#### [Task to carry out]
Exactly as they appear, copy the lines from the start of the entries below to the line containing "position:relative; flex:1; overflow:hidden", both ends included.

[Records drawn from a dataset]

§ §

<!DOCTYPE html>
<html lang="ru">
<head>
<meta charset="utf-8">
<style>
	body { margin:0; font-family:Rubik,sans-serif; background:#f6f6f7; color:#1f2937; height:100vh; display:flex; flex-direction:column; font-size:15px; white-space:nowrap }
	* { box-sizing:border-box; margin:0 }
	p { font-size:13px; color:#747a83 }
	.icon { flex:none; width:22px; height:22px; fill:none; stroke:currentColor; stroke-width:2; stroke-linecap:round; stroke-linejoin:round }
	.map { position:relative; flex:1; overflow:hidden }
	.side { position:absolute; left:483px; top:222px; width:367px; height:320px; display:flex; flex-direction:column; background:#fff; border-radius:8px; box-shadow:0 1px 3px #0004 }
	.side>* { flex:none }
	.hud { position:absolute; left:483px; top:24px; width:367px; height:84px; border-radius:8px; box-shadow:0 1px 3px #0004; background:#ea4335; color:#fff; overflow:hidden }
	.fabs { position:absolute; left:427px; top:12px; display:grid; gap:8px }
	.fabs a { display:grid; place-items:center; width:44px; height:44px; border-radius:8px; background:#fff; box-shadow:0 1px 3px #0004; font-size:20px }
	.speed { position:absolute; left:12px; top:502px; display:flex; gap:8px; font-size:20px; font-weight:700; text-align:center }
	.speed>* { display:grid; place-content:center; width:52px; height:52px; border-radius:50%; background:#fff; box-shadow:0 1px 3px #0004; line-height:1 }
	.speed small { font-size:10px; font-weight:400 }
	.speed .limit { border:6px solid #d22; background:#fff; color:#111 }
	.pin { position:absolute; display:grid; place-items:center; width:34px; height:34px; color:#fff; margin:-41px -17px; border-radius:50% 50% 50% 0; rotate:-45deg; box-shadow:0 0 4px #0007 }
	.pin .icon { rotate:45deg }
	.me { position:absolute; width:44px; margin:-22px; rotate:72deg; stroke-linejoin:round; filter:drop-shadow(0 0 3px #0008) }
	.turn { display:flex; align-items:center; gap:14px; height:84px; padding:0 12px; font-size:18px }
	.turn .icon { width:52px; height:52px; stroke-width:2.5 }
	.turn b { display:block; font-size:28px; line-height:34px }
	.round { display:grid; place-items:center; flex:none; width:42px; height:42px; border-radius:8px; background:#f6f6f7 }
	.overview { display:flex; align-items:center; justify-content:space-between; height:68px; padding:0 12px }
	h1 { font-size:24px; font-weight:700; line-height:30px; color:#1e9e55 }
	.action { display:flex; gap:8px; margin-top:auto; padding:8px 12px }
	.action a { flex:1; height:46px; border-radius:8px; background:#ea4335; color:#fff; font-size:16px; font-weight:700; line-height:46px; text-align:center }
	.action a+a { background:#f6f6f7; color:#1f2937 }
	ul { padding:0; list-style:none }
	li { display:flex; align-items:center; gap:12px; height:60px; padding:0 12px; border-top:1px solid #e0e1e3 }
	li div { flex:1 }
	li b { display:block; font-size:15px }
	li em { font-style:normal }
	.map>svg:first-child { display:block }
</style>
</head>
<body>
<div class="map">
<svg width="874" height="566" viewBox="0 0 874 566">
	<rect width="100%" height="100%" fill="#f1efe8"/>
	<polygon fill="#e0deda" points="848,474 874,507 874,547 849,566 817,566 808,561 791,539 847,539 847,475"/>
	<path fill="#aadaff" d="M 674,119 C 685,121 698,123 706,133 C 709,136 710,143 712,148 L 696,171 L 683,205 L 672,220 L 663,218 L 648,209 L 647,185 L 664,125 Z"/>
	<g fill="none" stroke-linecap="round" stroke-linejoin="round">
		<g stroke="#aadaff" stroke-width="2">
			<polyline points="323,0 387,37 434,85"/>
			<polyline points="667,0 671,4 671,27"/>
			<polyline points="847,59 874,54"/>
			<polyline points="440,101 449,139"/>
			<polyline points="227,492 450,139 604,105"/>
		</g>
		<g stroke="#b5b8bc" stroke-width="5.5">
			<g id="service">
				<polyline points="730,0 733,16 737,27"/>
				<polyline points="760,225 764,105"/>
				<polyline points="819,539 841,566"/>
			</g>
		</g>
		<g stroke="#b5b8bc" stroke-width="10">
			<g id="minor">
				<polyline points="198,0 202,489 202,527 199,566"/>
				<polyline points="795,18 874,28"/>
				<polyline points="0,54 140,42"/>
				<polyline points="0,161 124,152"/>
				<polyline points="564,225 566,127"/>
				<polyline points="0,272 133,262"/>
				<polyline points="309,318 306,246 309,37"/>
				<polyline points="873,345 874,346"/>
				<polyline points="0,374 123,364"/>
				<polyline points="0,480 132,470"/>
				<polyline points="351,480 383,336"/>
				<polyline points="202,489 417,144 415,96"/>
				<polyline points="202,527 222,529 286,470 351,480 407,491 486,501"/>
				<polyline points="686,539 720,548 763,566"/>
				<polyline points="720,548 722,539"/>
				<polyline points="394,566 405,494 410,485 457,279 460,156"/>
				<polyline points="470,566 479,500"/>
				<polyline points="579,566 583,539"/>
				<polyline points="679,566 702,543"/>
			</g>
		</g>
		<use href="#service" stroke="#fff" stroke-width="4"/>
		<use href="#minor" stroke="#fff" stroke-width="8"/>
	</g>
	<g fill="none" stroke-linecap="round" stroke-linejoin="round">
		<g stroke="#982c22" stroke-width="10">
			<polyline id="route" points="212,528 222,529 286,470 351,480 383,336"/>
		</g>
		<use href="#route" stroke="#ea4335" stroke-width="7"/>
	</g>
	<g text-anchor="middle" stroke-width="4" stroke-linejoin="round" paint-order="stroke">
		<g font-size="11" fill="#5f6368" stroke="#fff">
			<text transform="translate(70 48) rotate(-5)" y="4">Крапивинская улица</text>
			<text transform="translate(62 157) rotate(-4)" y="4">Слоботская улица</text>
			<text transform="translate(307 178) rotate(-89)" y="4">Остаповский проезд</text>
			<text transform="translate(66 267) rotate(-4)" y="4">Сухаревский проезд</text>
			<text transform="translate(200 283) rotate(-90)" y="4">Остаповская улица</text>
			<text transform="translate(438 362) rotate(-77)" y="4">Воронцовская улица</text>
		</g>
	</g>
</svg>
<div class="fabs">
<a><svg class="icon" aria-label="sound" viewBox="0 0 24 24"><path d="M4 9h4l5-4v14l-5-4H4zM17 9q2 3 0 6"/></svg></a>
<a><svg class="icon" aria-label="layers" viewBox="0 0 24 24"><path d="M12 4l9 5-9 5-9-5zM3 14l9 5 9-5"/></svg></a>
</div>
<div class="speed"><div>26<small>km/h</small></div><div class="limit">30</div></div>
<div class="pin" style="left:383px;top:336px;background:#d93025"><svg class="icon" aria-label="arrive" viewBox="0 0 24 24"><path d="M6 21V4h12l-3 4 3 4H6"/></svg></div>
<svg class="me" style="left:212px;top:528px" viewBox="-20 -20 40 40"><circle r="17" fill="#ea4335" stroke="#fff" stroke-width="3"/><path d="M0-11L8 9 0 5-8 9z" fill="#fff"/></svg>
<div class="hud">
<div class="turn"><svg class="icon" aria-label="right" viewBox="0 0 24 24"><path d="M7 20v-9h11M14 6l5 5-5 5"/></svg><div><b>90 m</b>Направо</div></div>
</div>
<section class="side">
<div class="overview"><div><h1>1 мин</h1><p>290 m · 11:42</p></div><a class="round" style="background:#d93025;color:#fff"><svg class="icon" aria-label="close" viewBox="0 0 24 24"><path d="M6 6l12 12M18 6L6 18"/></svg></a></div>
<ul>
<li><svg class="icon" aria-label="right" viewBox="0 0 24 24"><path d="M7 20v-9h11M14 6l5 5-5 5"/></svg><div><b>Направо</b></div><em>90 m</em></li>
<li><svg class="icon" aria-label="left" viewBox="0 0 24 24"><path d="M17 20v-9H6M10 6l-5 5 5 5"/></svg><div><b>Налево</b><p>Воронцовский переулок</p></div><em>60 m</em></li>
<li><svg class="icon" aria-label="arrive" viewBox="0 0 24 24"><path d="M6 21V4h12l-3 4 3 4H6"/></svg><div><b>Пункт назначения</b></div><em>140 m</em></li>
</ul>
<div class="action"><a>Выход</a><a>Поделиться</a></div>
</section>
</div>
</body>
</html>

§ §

#### [Reply to the exercise]
<!DOCTYPE html>
<html lang="ru">
<head>
<meta charset="utf-8">
<style>
	body { margin:0; font-family:Rubik,sans-serif; background:#f6f6f7; color:#1f2937; height:100vh; display:flex; flex-direction:column; font-size:15px; white-space:nowrap }
	* { box-sizing:border-box; margin:0 }
	p { font-size:13px; color:#747a83 }
	.icon { flex:none; width:22px; height:22px; fill:none; stroke:currentColor; stroke-width:2; stroke-linecap:round; stroke-linejoin:round }
	.map { position:relative; flex:1; overflow:hidden }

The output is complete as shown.